WHAT NEEDS TO BE DONE: Working from the listing below, pick each line containing the word "buttons" and copy it.

--- START ---

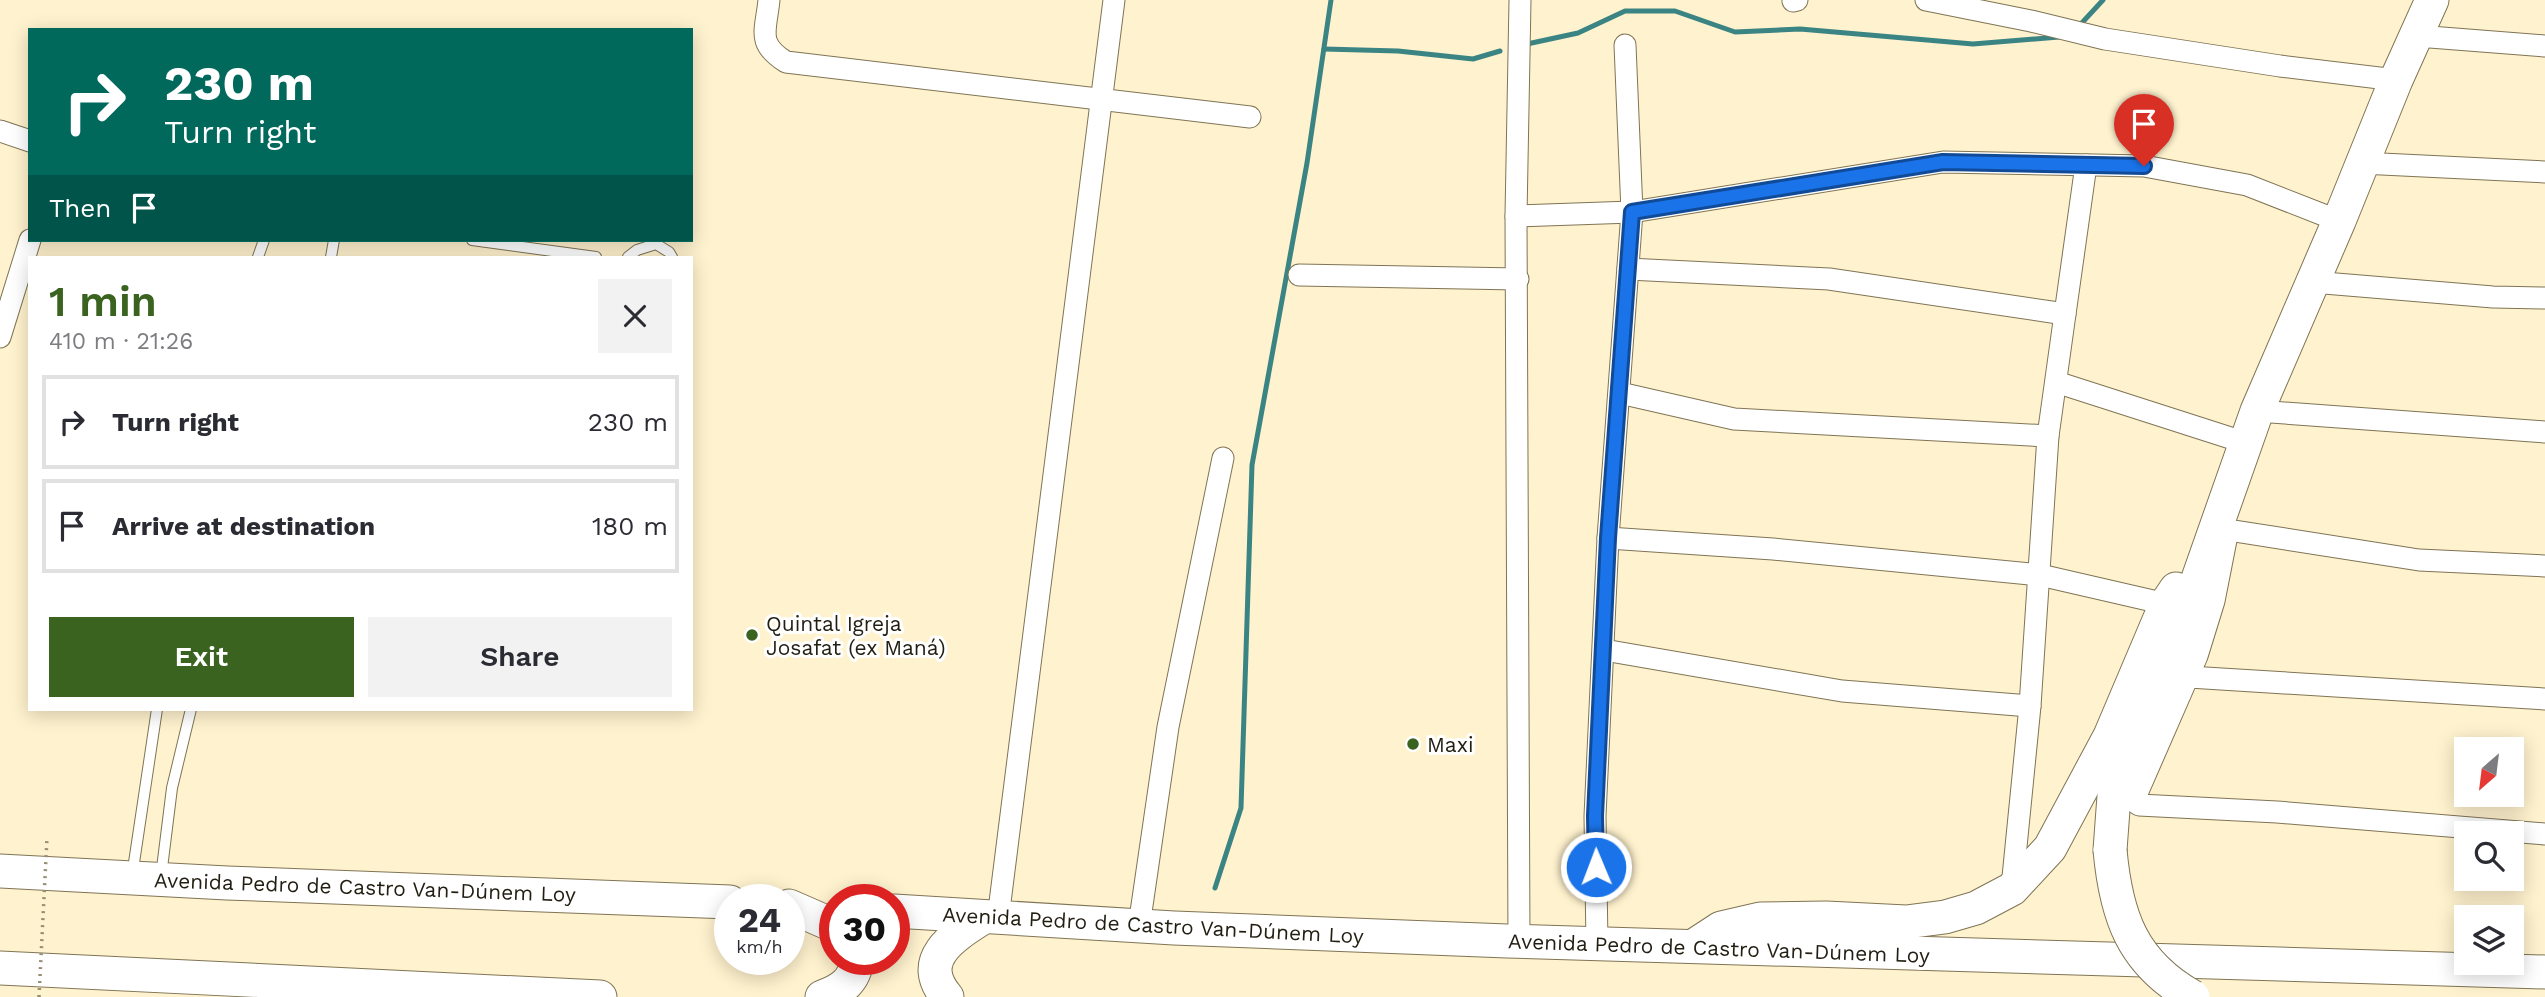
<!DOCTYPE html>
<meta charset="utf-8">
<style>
body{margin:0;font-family:"Work Sans",sans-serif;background:#f2f2f3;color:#2b2b33;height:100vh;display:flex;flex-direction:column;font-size:26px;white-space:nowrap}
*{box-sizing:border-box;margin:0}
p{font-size:23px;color:#7c7c81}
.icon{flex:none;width:38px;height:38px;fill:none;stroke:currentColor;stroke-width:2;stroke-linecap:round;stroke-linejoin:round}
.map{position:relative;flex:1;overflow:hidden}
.side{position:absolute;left:28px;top:256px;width:665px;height:455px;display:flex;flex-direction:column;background:#fff;border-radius:0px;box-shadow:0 4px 18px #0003}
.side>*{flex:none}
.hud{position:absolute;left:28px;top:28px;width:665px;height:214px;border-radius:0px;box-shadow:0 4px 18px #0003;background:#00695c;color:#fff;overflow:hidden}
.needle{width:46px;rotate:208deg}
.buttons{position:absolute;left:2454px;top:737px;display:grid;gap:14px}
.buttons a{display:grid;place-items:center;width:70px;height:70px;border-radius:0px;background:#fff;box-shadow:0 4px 18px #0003;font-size:35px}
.speed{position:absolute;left:714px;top:884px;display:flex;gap:14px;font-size:35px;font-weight:700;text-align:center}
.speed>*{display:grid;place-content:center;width:91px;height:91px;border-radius:50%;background:#fff;box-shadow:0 4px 18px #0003;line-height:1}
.speed small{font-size:18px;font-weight:400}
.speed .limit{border:10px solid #d22;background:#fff;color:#111}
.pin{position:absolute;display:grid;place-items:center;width:60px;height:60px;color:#fff;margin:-72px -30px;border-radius:50% 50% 50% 0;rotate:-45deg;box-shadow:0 0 7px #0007}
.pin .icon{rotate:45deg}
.me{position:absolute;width:77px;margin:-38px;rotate:359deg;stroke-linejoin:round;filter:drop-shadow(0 0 5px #0008)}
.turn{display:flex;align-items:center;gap:24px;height:147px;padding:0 21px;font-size:32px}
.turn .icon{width:91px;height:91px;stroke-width:2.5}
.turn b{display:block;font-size:49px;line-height:60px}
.then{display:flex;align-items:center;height:66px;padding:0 21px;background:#0003;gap:14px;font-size:26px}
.round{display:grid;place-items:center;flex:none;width:74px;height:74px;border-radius:0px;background:#f2f2f3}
.overview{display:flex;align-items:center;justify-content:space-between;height:119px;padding:0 21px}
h1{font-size:42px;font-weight:600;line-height:52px;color:#3a6320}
.button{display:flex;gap:14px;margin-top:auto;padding:14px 21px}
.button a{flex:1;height:80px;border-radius:0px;background:#3a6320;color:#fff;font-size:28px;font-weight:600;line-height:80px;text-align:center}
.button a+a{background:#f2f2f3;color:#2b2b33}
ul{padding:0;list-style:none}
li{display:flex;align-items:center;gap:21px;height:94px;margin:0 14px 10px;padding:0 7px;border:4px solid #e1e1e2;border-radius:0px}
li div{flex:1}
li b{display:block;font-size:26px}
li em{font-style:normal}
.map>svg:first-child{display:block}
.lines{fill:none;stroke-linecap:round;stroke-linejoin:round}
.stream{stroke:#3b8484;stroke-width:5}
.service-casing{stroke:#7f7454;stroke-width:12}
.minor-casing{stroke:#7f7454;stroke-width:23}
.trunk-casing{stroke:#7f7454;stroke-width:35}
.service{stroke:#fff;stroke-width:10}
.minor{stroke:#fff;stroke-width:21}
.trunk{stroke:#fff;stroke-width:33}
.trunk-bridge-casing{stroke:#7f7454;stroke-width:35;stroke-linecap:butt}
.path-bridge{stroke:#968e75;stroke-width:3.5;stroke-dasharray:2 5;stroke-linecap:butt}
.trunk-bridge{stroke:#fff;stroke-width:33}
.route-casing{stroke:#114b97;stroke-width:18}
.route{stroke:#1a73e8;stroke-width:12}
.poi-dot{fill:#3a6320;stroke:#fff;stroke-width:2.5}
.labels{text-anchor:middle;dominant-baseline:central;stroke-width:6;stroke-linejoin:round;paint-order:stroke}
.poi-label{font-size:21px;fill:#221e11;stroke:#fff;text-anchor:start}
.street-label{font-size:21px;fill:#221e11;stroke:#fff}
</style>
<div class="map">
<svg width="2545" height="997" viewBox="0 0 2545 997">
<rect width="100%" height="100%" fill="#fff2ce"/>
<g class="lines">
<!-- stream -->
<g class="stream">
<polyline points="2079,26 2103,0"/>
<polyline points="1527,44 1578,33 1625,11 1675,11 1735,32 1800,29 1973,44 2059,37"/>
<polyline points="1324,49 1398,51 1473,59 1500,51"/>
<polyline points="1215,888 1241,808 1252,465 1307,163 1331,0"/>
</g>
<!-- service casing -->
<g class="service-casing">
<g id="service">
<polyline points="472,240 596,257"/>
<polyline points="258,257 264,240"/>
<polyline points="331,257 334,240"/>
<polyline points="628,257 637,250 656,244 669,252 672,257"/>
<polyline points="132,876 157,709"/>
<polyline points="161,876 172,788 191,709"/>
</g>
</g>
<!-- minor casing -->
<g class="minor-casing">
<g id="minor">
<path d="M769,0C766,31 756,43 786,62L1250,117"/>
<polyline points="1926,0 2031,21 2105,39 2280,66 2396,80"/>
<polyline points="1793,1 1797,0"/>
<polyline points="2417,36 2545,46"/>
<polyline points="0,131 30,141"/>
<polyline points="2361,163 2545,172"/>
<polyline points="1516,216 1632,212 1943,162 2144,166 2247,185 2339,221"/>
<polyline points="1628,269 1829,279 2065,314 2048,436 2030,706 2012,887"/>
<polyline points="1299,275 1518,279"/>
<polyline points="2312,282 2493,297 2545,298"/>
<polyline points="2065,314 2086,165"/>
<polyline points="0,337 30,240"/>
<polyline points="2056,382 2246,443"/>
<polyline points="1620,393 1734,419 2048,436"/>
<polyline points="2257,411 2545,432"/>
<polyline points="2228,530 2419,560 2545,566"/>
<polyline points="2227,535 2214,601 2197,656 2135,798 2136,803 2139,805 2277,812 2545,834"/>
<polyline points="1608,538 1773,549 2040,575 2166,604"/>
<polyline points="1604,650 1842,691 2030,706"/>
<polyline points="2189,677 2545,699"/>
<polyline points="998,918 1114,0"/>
<polyline points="1139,926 1168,727 1223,458"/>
<polyline points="1519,942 1516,216 1520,0"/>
<polyline points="1597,944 1595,816 1608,538 1632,212 1625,45"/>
</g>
</g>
<!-- trunk casing -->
<g class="trunk-casing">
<g id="trunk">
<polyline points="2110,850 2114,796 2121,773 2162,681 2257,411 2339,221 2396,80 2432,0"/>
<polyline points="0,871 227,883 730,902"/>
<polyline points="789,906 835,926"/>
<polyline points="894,911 1174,928 1507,941 2545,972"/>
<polyline points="1695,945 1721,928 1760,919 1826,918 1906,922 1945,917 1976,908 2012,889 2050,848 2110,736 2166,604 2176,589"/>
<polyline points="0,968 600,997"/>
<path d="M822,997C842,990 855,981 857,959"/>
<path d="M947,997C915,959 954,936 984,917"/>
</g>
</g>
<!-- service -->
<use href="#service" class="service"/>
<!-- minor -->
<use href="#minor" class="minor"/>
<!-- trunk -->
<use href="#trunk" class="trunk"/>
<!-- trunk-bridge casing -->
<g class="trunk-bridge-casing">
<path id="trunk-bridge" d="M2110,850C2116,916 2132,963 2193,997"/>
</g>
<!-- path-bridge -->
<polyline class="path-bridge" points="39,997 47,838"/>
<!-- trunk-bridge -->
<use href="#trunk-bridge" class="trunk-bridge"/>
</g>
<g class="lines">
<!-- route casing -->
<g class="route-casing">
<polyline id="route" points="1596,867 1595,816 1608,538 1632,212 1943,162 2144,166"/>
</g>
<!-- route -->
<use href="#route" class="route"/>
</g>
<!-- markers -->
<g class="poi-dot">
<circle cx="752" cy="635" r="7"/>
<circle cx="1413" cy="744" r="7"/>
</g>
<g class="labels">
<!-- poi labels -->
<g class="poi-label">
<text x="766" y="623">Quintal Igreja<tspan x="766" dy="24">Josafat (ex Maná)</tspan></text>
<text x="1427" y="744">Maxi</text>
</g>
<!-- street labels -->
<g class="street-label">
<text transform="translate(365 887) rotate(2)">Avenida Pedro de Castro Van-Dúnem Loy</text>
<text transform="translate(1153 925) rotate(3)">Avenida Pedro de Castro Van-Dúnem Loy</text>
<text transform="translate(1719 948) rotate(2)">Avenida Pedro de Castro Van-Dúnem Loy</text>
</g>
</g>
</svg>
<div class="buttons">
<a><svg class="needle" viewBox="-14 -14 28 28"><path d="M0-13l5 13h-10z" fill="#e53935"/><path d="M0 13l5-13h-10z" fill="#7c7c81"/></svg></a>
<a><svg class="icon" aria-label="search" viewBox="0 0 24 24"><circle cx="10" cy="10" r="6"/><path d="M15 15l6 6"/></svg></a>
<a><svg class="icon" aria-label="layers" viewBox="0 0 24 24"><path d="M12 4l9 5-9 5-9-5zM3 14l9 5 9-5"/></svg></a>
</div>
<div class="speed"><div>24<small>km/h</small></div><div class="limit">30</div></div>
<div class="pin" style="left:2144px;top:166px;background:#d93025"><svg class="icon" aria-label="arrive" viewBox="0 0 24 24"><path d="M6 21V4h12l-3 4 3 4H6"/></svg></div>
<svg class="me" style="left:1596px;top:867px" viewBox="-20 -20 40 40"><circle r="17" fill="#1a73e8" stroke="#fff" stroke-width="3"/><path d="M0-11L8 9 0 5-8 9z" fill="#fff"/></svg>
<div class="hud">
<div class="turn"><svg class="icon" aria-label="right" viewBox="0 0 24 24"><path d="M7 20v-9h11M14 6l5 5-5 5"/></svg><div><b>230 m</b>Turn right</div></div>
<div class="then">Then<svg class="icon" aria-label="arrive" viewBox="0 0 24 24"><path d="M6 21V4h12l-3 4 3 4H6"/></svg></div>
</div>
<section class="side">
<div class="overview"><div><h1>1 min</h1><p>410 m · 21:26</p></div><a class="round"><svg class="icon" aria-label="close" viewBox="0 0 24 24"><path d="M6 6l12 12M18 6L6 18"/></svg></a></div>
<ul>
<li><svg class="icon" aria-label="right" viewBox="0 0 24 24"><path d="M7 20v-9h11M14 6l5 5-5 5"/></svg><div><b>Turn right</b></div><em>230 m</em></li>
<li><svg class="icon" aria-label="arrive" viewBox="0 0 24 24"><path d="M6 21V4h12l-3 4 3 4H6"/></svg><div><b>Arrive at destination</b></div><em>180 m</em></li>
</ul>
<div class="button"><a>Exit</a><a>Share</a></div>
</section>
</div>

--- END ---

WRITTEN RESPONSE:
.buttons{position:absolute;left:2454px;top:737px;display:grid;gap:14px}
.buttons a{display:grid;place-items:center;width:70px;height:70px;border-radius:0px;background:#fff;box-shadow:0 4px 18px #0003;font-size:35px}
<div class="buttons">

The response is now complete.